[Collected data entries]
################

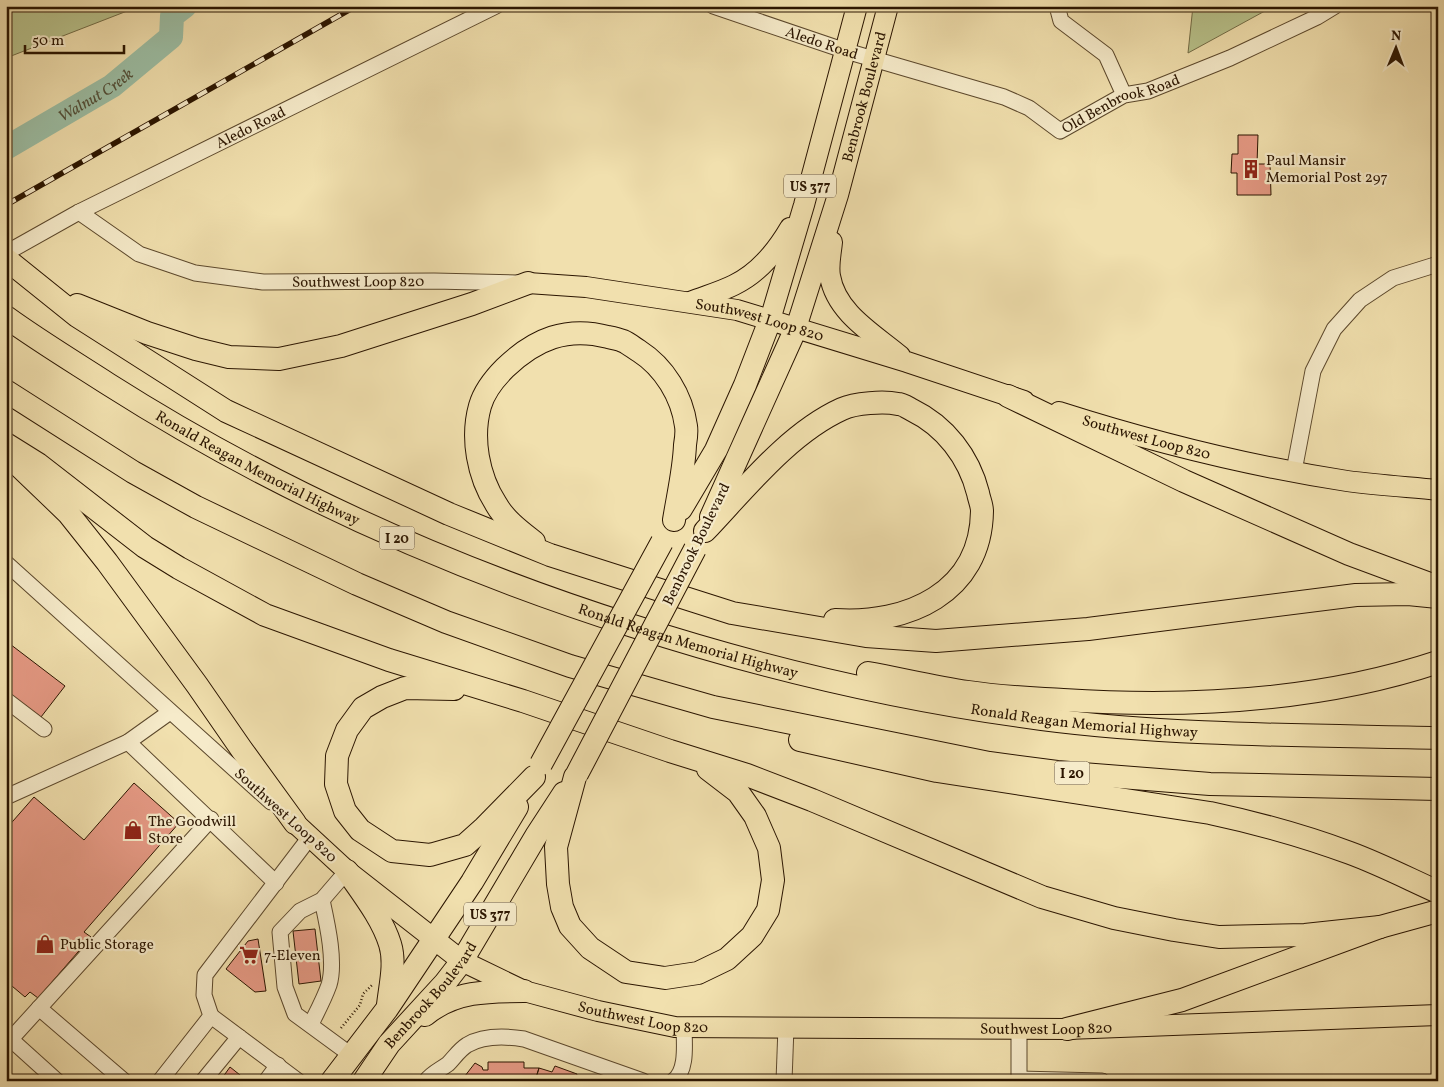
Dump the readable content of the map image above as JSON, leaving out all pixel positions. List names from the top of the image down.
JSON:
{
  "streets": {
    "highway": [
      "Benbrook Boulevard",
      "US 377",
      "Ronald Reagan Memorial Highway",
      "I 20"
    ],
    "main road": ["Southwest Loop 820"],
    "street": ["Aledo Road", "Old Benbrook Road"]
  },
  "crossings": [
    ["Aledo Road", "Benbrook Boulevard"],
    ["Aledo Road", "Old Benbrook Road"],
    ["Aledo Road", "Southwest Loop 820"],
    ["Benbrook Boulevard", "Old Benbrook Road"],
    ["Benbrook Boulevard", "Southwest Loop 820"]
  ],
  "water": ["Walnut Creek"],
  "places": {
    "building": ["Paul Mansir Memorial Post 297"],
    "shop": ["The Goodwill Store", "Public Storage"],
    "supermarket": ["7-Eleven"]
  },
  "scale_bar": "50 m",
  "north": "top"
}
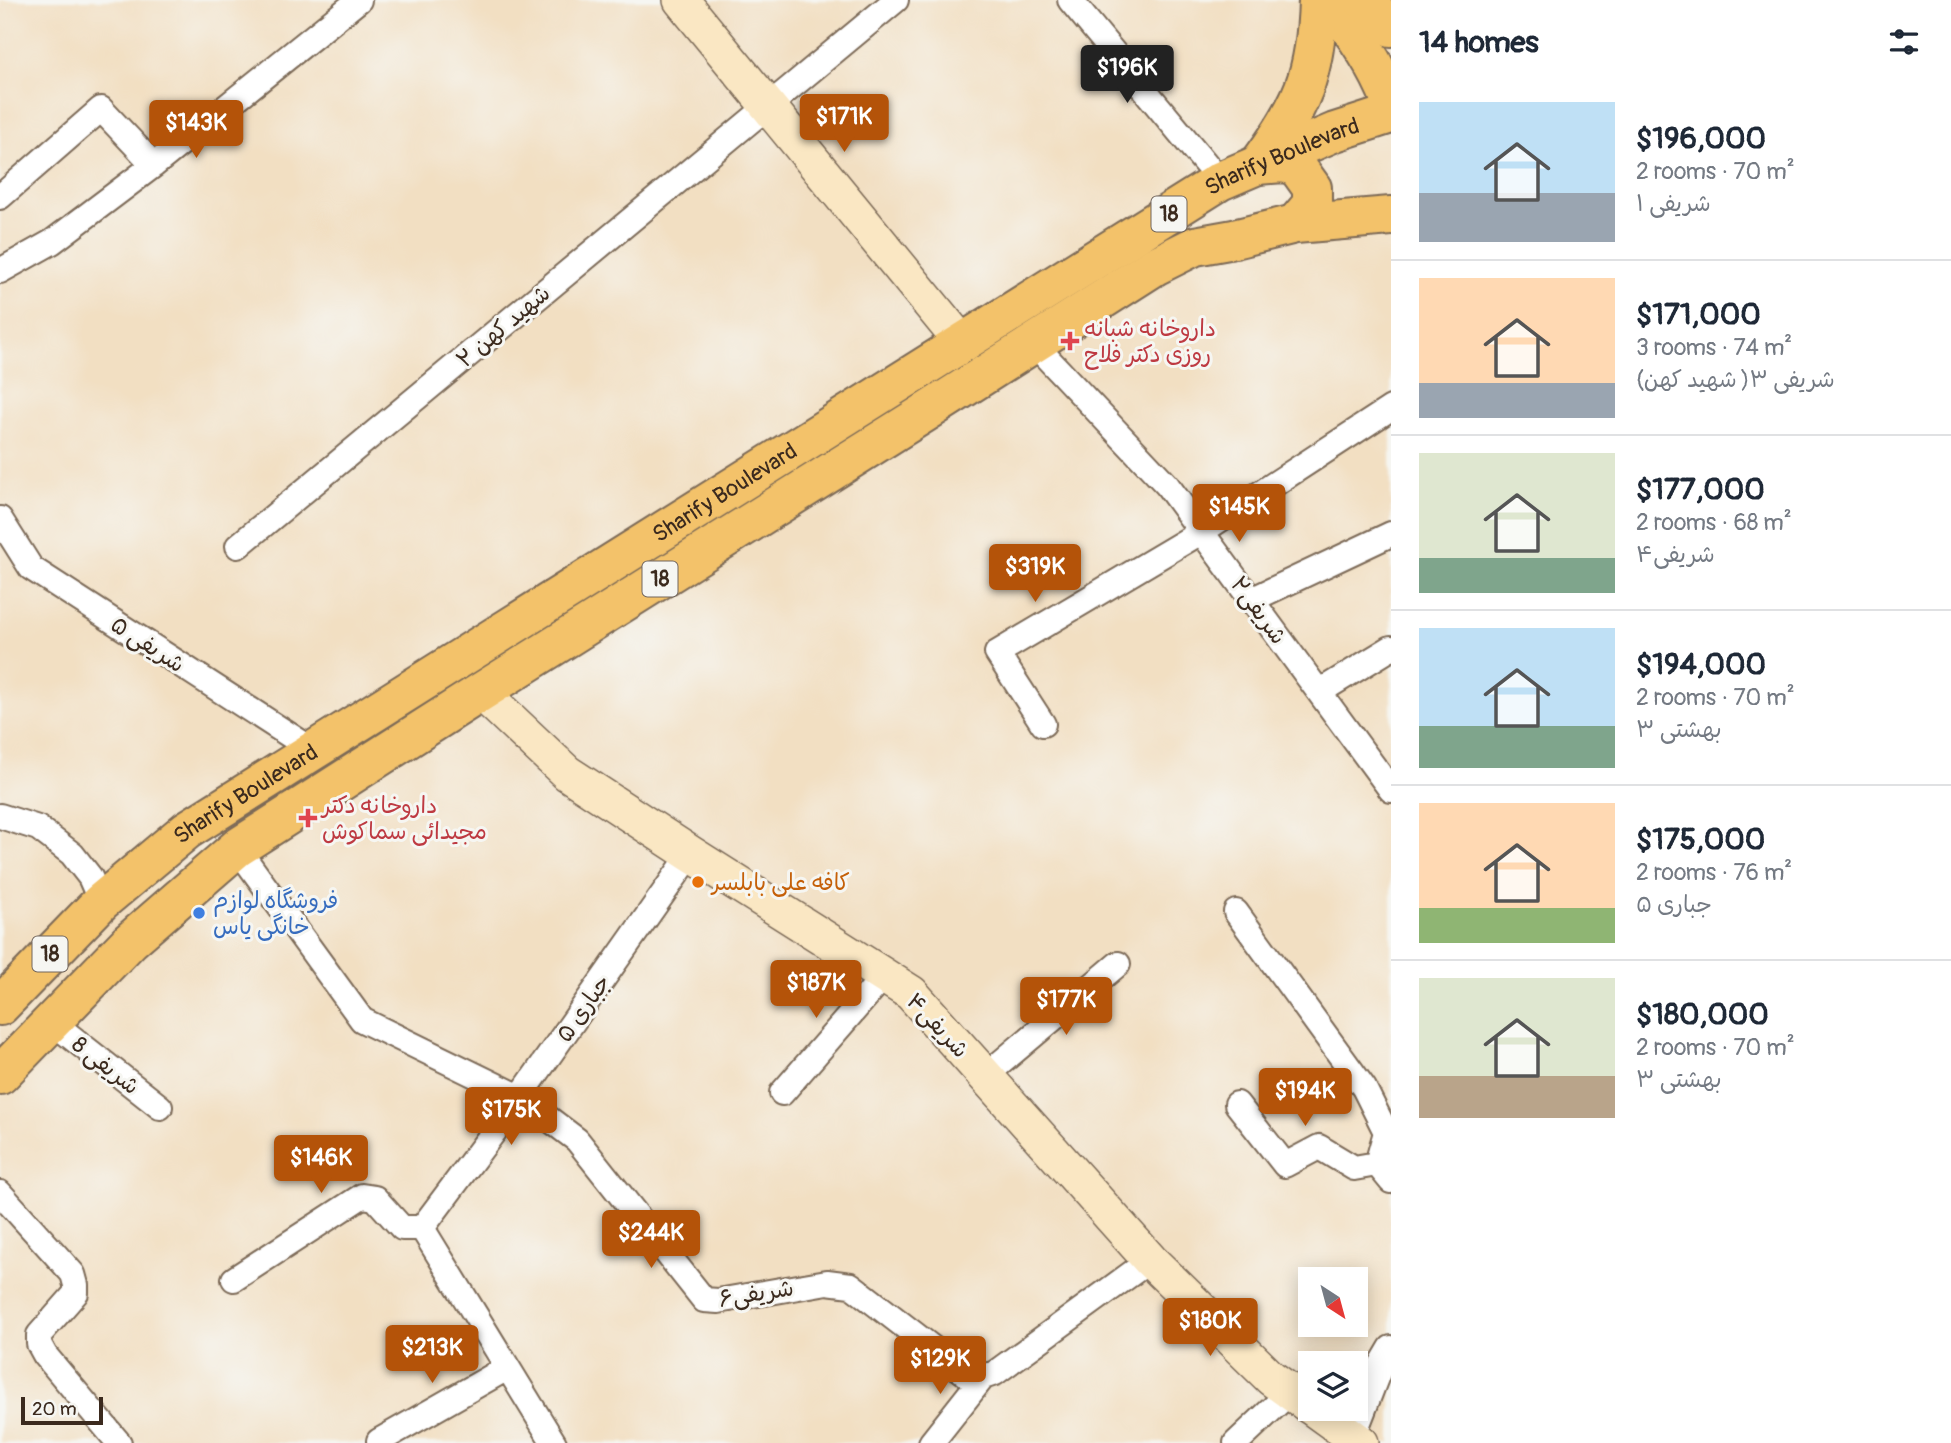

################

**What you are asked to do:** Set down every entry exactly; omit the pictures.

**Solution for this exercise:**
Dump the readable content of the map image above as JSON, leaving out all pixel positions. List names from the top of the image down.
JSON:
{
  "streets": {
    "highway": [
      "Benbrook Boulevard",
      "US 377",
      "Ronald Reagan Memorial Highway",
      "I 20"
    ],
    "main road": ["Southwest Loop 820"],
    "street": ["Aledo Road", "Old Benbrook Road"]
  },
  "crossings": [
    ["Aledo Road", "Benbrook Boulevard"],
    ["Aledo Road", "Old Benbrook Road"],
    ["Aledo Road", "Southwest Loop 820"],
    ["Benbrook Boulevard", "Old Benbrook Road"],
    ["Benbrook Boulevard", "Southwest Loop 820"]
  ],
  "water": ["Walnut Creek"],
  "places": {
    "building": ["Paul Mansir Memorial Post 297"],
    "shop": ["The Goodwill Store", "Public Storage"],
    "supermarket": ["7-Eleven"]
  },
  "scale_bar": "50 m",
  "north": "top"
}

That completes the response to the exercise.